Exercise instructions: Precise copying is required. Return the data below in full.
++++ Information given ++++
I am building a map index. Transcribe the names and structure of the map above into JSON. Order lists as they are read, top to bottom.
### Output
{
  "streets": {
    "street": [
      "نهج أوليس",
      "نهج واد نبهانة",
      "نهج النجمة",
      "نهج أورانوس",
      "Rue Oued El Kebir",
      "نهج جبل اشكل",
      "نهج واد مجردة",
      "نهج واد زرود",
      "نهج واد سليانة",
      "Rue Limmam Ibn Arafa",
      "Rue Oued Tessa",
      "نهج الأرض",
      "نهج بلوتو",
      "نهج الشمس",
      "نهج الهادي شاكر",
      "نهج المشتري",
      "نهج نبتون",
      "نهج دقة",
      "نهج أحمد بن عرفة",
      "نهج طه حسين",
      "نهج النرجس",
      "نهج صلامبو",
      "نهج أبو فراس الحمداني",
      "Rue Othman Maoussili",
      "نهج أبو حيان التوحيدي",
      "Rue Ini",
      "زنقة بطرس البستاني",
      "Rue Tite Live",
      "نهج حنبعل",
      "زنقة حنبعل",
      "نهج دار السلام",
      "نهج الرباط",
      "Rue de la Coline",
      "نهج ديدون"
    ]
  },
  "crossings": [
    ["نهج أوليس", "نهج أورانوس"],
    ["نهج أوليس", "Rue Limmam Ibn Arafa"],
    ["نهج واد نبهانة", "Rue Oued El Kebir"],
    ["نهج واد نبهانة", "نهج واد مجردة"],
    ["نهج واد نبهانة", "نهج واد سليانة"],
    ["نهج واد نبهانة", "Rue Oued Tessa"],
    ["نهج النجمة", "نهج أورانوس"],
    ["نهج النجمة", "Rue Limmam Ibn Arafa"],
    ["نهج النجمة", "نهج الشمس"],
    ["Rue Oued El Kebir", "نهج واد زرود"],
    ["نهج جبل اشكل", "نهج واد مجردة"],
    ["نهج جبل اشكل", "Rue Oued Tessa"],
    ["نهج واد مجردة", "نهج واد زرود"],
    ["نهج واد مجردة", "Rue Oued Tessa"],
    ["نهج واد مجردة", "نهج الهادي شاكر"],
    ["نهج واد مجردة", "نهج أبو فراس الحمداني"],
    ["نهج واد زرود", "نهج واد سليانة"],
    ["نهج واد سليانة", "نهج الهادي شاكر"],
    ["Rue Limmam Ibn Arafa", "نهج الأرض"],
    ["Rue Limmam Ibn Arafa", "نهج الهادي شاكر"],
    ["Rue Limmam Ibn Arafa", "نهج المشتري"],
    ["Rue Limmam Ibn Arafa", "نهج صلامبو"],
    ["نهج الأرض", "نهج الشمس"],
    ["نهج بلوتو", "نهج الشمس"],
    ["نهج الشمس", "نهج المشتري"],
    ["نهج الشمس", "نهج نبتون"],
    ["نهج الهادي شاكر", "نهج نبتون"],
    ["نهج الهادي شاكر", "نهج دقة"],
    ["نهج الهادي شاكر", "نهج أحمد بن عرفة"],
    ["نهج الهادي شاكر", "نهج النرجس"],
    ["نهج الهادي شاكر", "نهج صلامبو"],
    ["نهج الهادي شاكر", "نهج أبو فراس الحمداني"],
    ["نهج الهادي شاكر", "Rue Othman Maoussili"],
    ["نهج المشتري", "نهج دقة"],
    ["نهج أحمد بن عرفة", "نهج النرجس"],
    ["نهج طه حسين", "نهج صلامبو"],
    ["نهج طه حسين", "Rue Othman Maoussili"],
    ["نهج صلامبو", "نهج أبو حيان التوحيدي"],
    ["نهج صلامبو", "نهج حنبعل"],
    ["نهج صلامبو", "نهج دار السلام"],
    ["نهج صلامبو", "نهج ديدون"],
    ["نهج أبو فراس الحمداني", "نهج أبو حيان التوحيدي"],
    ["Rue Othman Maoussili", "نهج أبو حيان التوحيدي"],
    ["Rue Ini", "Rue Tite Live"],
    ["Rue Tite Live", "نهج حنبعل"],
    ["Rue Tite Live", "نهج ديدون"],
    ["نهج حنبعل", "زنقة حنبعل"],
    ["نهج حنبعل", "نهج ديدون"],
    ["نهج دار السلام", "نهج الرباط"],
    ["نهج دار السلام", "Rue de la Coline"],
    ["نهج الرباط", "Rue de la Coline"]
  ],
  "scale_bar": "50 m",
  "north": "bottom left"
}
++++
Your solution:
I am building a map index. Transcribe the names and structure of the map above into JSON. Order lists as they are read, top to bottom.
### Output
{
  "streets": {
    "street": [
      "نهج أوليس",
      "نهج واد نبهانة",
      "نهج النجمة",
      "نهج أورانوس",
      "Rue Oued El Kebir",
      "نهج جبل اشكل",
      "نهج واد مجردة",
      "نهج واد زرود",
      "نهج واد سليانة",
      "Rue Limmam Ibn Arafa",
      "Rue Oued Tessa",
      "نهج الأرض",
      "نهج بلوتو",
      "نهج الشمس",
      "نهج الهادي شاكر",
      "نهج المشتري",
      "نهج نبتون",
      "نهج دقة",
      "نهج أحمد بن عرفة",
      "نهج طه حسين",
      "نهج النرجس",
      "نهج صلامبو",
      "نهج أبو فراس الحمداني",
      "Rue Othman Maoussili",
      "نهج أبو حيان التوحيدي",
      "Rue Ini",
      "زنقة بطرس البستاني",
      "Rue Tite Live",
      "نهج حنبعل",
      "زنقة حنبعل",
      "نهج دار السلام",
      "نهج الرباط",
      "Rue de la Coline",
      "نهج ديدون"
    ]
  },
  "crossings": [
    ["نهج أوليس", "نهج أورانوس"],
    ["نهج أوليس", "Rue Limmam Ibn Arafa"],
    ["نهج واد نبهانة", "Rue Oued El Kebir"],
    ["نهج واد نبهانة", "نهج واد مجردة"],
    ["نهج واد نبهانة", "نهج واد سليانة"],
    ["نهج واد نبهانة", "Rue Oued Tessa"],
    ["نهج النجمة", "نهج أورانوس"],
    ["نهج النجمة", "Rue Limmam Ibn Arafa"],
    ["نهج النجمة", "نهج الشمس"],
    ["Rue Oued El Kebir", "نهج واد زرود"],
    ["نهج جبل اشكل", "نهج واد مجردة"],
    ["نهج جبل اشكل", "Rue Oued Tessa"],
    ["نهج واد مجردة", "نهج واد زرود"],
    ["نهج واد مجردة", "Rue Oued Tessa"],
    ["نهج واد مجردة", "نهج الهادي شاكر"],
    ["نهج واد مجردة", "نهج أبو فراس الحمداني"],
    ["نهج واد زرود", "نهج واد سليانة"],
    ["نهج واد سليانة", "نهج الهادي شاكر"],
    ["Rue Limmam Ibn Arafa", "نهج الأرض"],
    ["Rue Limmam Ibn Arafa", "نهج الهادي شاكر"],
    ["Rue Limmam Ibn Arafa", "نهج المشتري"],
    ["Rue Limmam Ibn Arafa", "نهج صلامبو"],
    ["نهج الأرض", "نهج الشمس"],
    ["نهج بلوتو", "نهج الشمس"],
    ["نهج الشمس", "نهج المشتري"],
    ["نهج الشمس", "نهج نبتون"],
    ["نهج الهادي شاكر", "نهج نبتون"],
    ["نهج الهادي شاكر", "نهج دقة"],
    ["نهج الهادي شاكر", "نهج أحمد بن عرفة"],
    ["نهج الهادي شاكر", "نهج النرجس"],
    ["نهج الهادي شاكر", "نهج صلامبو"],
    ["نهج الهادي شاكر", "نهج أبو فراس الحمداني"],
    ["نهج الهادي شاكر", "Rue Othman Maoussili"],
    ["نهج المشتري", "نهج دقة"],
    ["نهج أحمد بن عرفة", "نهج النرجس"],
    ["نهج طه حسين", "نهج صلامبو"],
    ["نهج طه حسين", "Rue Othman Maoussili"],
    ["نهج صلامبو", "نهج أبو حيان التوحيدي"],
    ["نهج صلامبو", "نهج حنبعل"],
    ["نهج صلامبو", "نهج دار السلام"],
    ["نهج صلامبو", "نهج ديدون"],
    ["نهج أبو فراس الحمداني", "نهج أبو حيان التوحيدي"],
    ["Rue Othman Maoussili", "نهج أبو حيان التوحيدي"],
    ["Rue Ini", "Rue Tite Live"],
    ["Rue Tite Live", "نهج حنبعل"],
    ["Rue Tite Live", "نهج ديدون"],
    ["نهج حنبعل", "زنقة حنبعل"],
    ["نهج حنبعل", "نهج ديدون"],
    ["نهج دار السلام", "نهج الرباط"],
    ["نهج دار السلام", "Rue de la Coline"],
    ["نهج الرباط", "Rue de la Coline"]
  ],
  "scale_bar": "50 m",
  "north": "bottom left"
}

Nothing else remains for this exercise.